Across my entire practice is a central interest in time, from geological and glacial timescales to the moment of photographic exposure. In these images, the fractal scales of time are shown simultaneously: objects weathered by glaciers or floods over millennia, symbiotic relationships between algae and fungi in lichen patterns, the chemical weathering of the image itself, the timescale of the actual exposure. Above all, I hope that in addressing these complex contradictions, there is something about this work which offers the possibility of reconciling them.

bio

Isaac McKenna is a photographer, sculptor, and artist based in Seattle, WA. They graduated with honors in Visual Art from Brown University. Their work centers around questions of temporality, image-subject collapse, and the perspective of natural environments. Using 3D-printed cameras and alternative photographic processes, they create unique images which emphasize their physicality and fallibility.

https://isaacmckenna.com/

Instagram: @isaacmckenna.jpg

kurt timmermeister

I grew up surrounded by picture taking in a distinctly analogue age of the mid 70s. I learned to work in the darkroom in school, in an era when every high school and many middle schools offered photography classes and had onsite darkrooms. Primarily I shot 35mm but also found antique large format cameras and began shooting sheet film.

It was not till much later in life that I returned to shooting photographs. I was working on a cookbook proposal and wanted photographs to illustrate the book. As I was most familiar with the subject, I decided to shoot it myself. I rented a Hasselblad for a long weekend and attempted to capture a series of images that could accompany the book proposal. Pleased enough with the results, I continued on, first finishing two of the food books and then moving into black and white images. In the process I set up a large darkroom and began shooting portraits.

Presently my studio is located at my farm on Vashon Island. For years I raised dairy cows and made cheese. In a bit of a folly, many years earlier I had created a large, subterranean cave with a barrel vaulted ceiling deep under the pastures. After the last cheeses were made and the herd of cows reduced to just a few, I realized that the no-longer-needed cheese cave would make a remarkable photography studio.

The cave has no windows, no sound reaches the interior and time stands still there. It is a walk from the house up the pastures and down into the cave. When someone enters the cave there are no distractions for them; nothing to see or hear, no pings from a phone, and very little sense of time.

The art that I make: the physical prints — the portraits — are just the final part of the process. I find the person, invite them over and then walk them up the pasture to this unexpected and rather hidden door. And then I get to spend some time with them. Maybe just a half an hour but generally an hour or two. They talk and reveal who they are, slowly relaxing as the modern world falls away. I get to find what is interesting about them; what is special. As I shoot roll after roll of medium format film, I get to capture a sense of them, a likeness of them.

And the process continues as I move to the darkroom and process the film, and then begin printing the images, hoping to have one or maybe two that I love. The print is the record of that afternoon that we spent together. That brief time when they reveal a bit about themselves. And with a bit of luck, I managed to capture in a final print.

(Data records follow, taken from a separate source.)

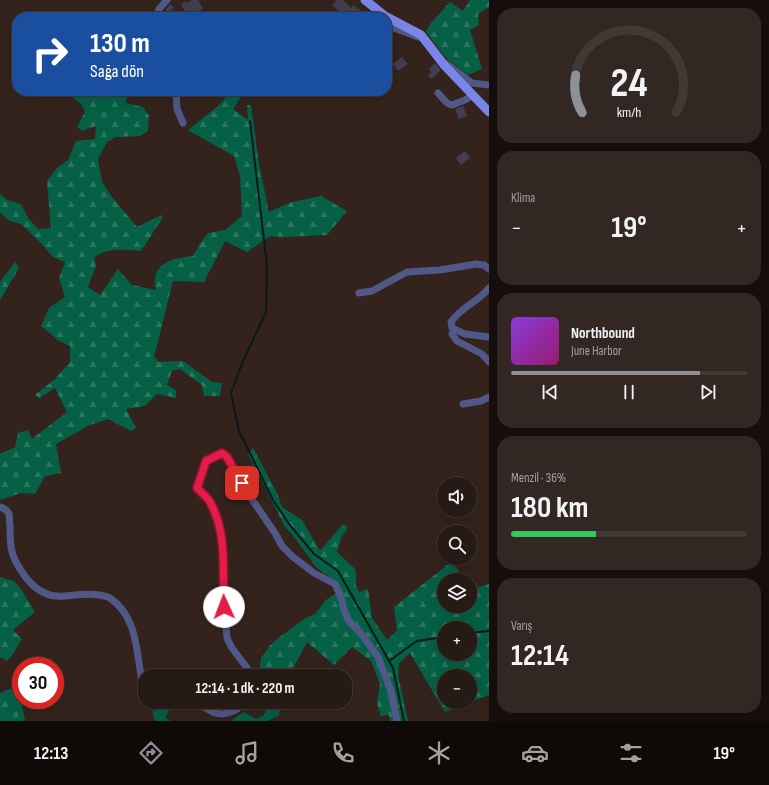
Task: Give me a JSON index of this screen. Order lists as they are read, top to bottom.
{
  "page": {
    "turn": ["130 m", "Sağa dön"],
    "tile": [
      "Klima",
      ["Menzil · 36%", "180 km"],
      ["Varış", "12:14"]
    ],
    "heat": ["−", "19°", "+"],
    "song": ["Northbound", "June Harbor"],
    "map_buttons": ["+", "−"],
    "limit": "30",
    "trip": "12:14 · 1 dk · 220 m",
    "tabs": ["12:13", "19°"],
    "gauge": ["24", "km/h"]
  }
}
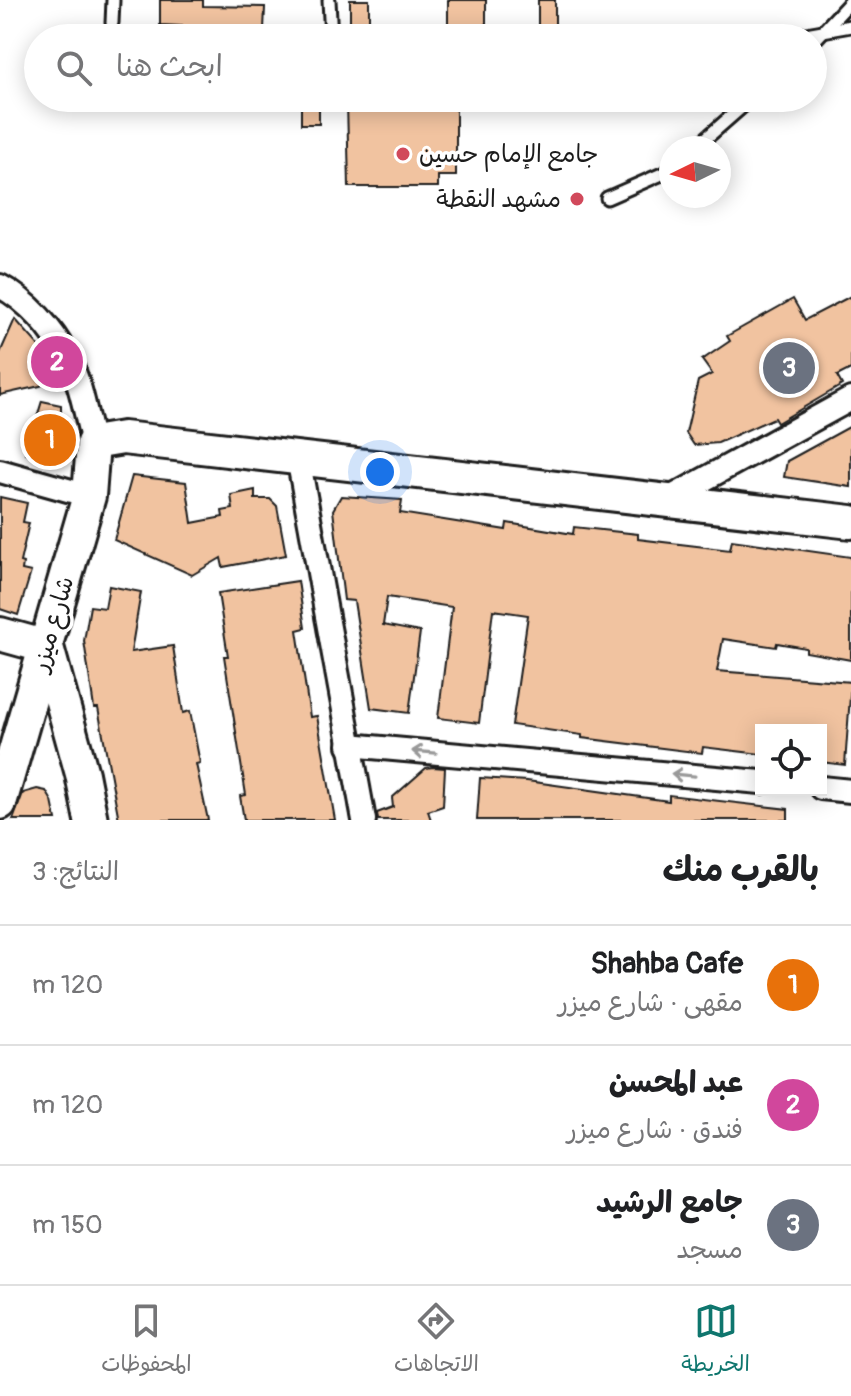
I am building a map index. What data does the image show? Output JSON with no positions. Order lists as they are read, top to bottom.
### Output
{
  "streets": {
    "street": ["شارع ميزر"]
  },
  "places": ["جامع الإمام حسين", "مشهد النقطة"],
  "north": "left",
  "page": {
    "search": "ابحث هنا",
    "pins": ["2", "3", "1"],
    "heading": ["بالقرب منك", "النتائج: 3"],
    "list": [
      {
        "mark": "1",
        "name": "Shahba Cafe",
        "note": "مقهى · شارع ميزر",
        "value": "120 m"
      },
      {
        "mark": "2",
        "name": "عبد المحسن",
        "note": "فندق · شارع ميزر",
        "value": "120 m"
      },
      {
        "mark": "3",
        "name": "جامع الرشيد",
        "note": "مسجد",
        "value": "150 m"
      }
    ],
    "nav": ["الخريطة", "الاتجاهات", "المحفوظات"]
  }
}
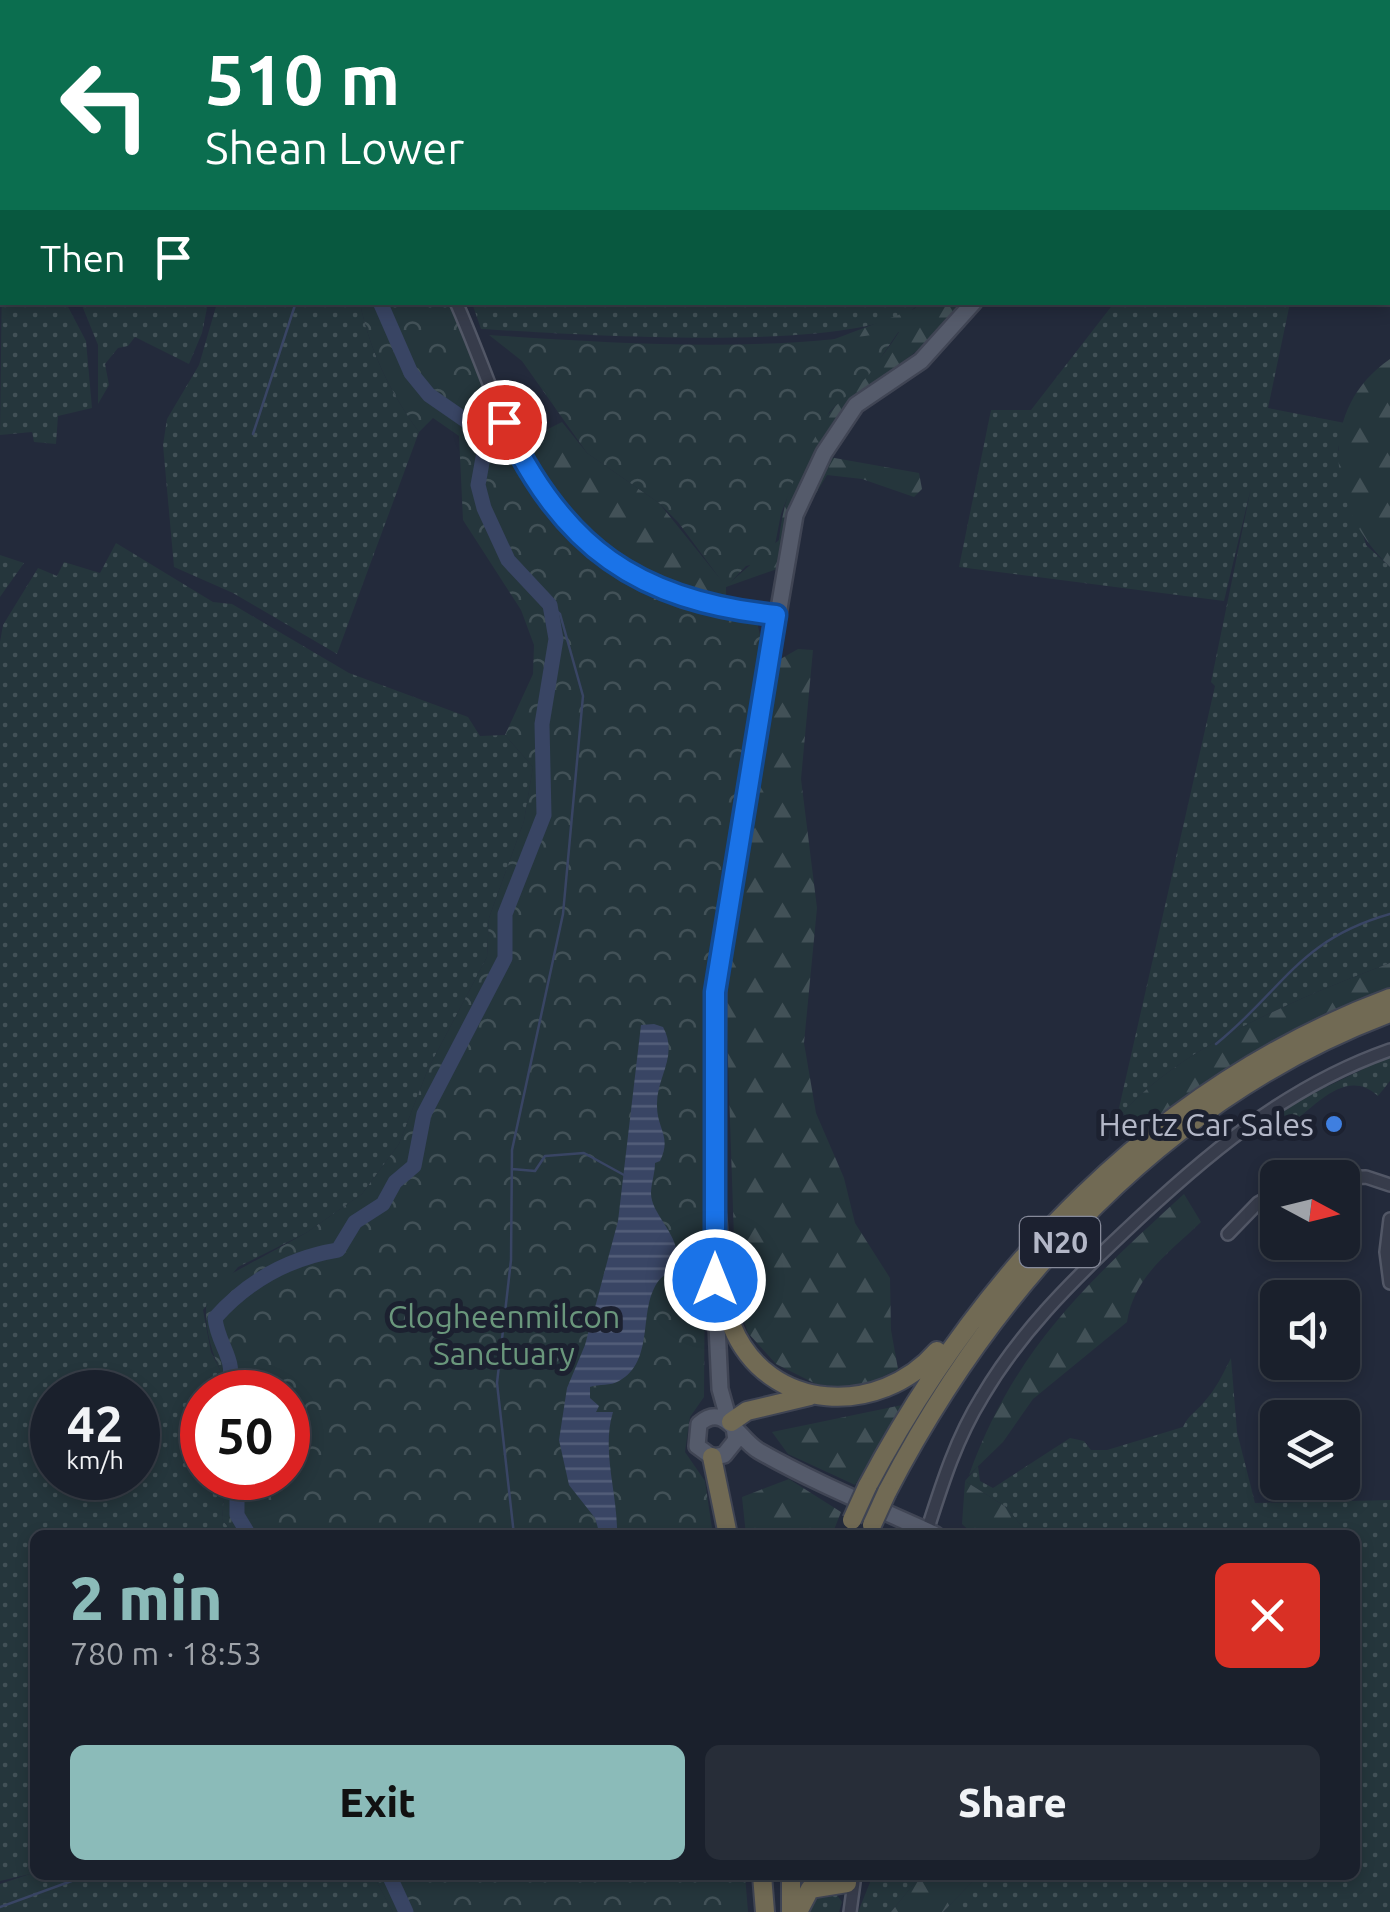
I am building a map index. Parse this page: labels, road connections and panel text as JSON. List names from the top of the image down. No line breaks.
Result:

The work that I make reflects the space where the images are captured, the analog process that I utilize and my intent. I stick with film and making silver gelatin prints because it is the process that I grew up with; I know it and I need the physicality of it. I want a stack of prints in my hand after an afternoon in the darkroom. Most are too light or too dark, or filled with spots or just wrong. But with time and patience, there will be one that I enjoy and that reflects the person that came to the farm and spent time with me in the studio.